POLK COUNTY, Fla. (WFLA) — Luigi Favilli has had panthers on his mind a lot lately. He woke up one morning last week and saw a movement alert on his phone. Favilli’s camera had detected motion overnight at his south Lakeland home.

“Usually we don’t get movement. But I saw it and it was a video of a panther,” he said of the sighting on April 18.

A security camera overlooking Favilli’s yard appeared to capture the animal walking through his property.

“I think it’s pretty crazy,” he said. “All the years that I have ever lived in Florida, I have never seen anything like this in my life. I even lived in South Florida, down by the Everglades, and it’s nothing I’ve ever seen before.”

“Typically panthers will try to steer away from those areas,” said Dr. Dave Onorato, a panther biologist with Florida Fish and Wildlife Conservation Commission.

Due to the timeline, Onorato said he believes there were two panthers in Polk County this month.

(Photo courtesy: Luigi Favilli)

One was prowling around Favilli’s backyard.

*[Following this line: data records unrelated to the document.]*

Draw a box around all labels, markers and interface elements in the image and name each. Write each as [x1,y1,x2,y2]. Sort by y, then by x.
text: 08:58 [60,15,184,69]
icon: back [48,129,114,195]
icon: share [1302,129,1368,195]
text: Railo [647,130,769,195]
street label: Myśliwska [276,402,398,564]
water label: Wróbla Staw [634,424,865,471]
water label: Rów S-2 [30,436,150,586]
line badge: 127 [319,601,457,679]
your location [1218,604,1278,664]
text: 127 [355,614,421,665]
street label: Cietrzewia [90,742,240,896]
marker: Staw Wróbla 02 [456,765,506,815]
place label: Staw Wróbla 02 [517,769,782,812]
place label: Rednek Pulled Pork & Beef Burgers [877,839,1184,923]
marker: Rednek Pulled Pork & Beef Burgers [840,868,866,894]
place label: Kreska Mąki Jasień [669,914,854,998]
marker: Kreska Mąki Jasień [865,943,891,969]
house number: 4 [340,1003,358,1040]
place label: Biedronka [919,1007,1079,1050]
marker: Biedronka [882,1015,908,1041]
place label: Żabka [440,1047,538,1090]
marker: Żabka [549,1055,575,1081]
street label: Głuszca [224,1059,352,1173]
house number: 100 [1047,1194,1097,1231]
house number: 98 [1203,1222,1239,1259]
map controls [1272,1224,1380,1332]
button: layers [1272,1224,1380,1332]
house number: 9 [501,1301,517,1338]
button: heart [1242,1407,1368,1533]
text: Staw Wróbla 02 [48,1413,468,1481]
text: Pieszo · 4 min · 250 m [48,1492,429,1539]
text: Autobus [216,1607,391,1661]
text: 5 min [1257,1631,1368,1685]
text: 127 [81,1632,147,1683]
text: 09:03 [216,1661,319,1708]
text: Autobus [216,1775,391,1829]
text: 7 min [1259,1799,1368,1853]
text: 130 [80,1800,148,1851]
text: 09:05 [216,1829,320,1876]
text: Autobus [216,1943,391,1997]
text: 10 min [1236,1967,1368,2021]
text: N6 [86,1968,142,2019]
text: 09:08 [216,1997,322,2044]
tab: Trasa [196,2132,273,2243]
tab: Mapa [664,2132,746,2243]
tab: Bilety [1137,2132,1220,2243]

The other, a 2 1/2-year-old male, was hit and killed by a vehicle on the Polk Parkway a day before Favilli’s encounter.

It was the 11th panther killed by a vehicle in Florida so far this year, the leading cause of death for panthers.

“If both of these are males, they certainly would probably not want to be hanging out with each other, that’s just not what they do socially. That’s a very unique situation to have two animals in that area,” Onorato said.

It is rare for panthers to roam this far north. Onorato said it is possible the panthers were searching for females. The main breeding range is below the Caloosahatchee River, about a hundred miles south of Polk County.

“It’s a challenge for animals to get through the I-4 corridor,” Onorato said.

Experts say part of the reason for the move north is development infringing on their habitats.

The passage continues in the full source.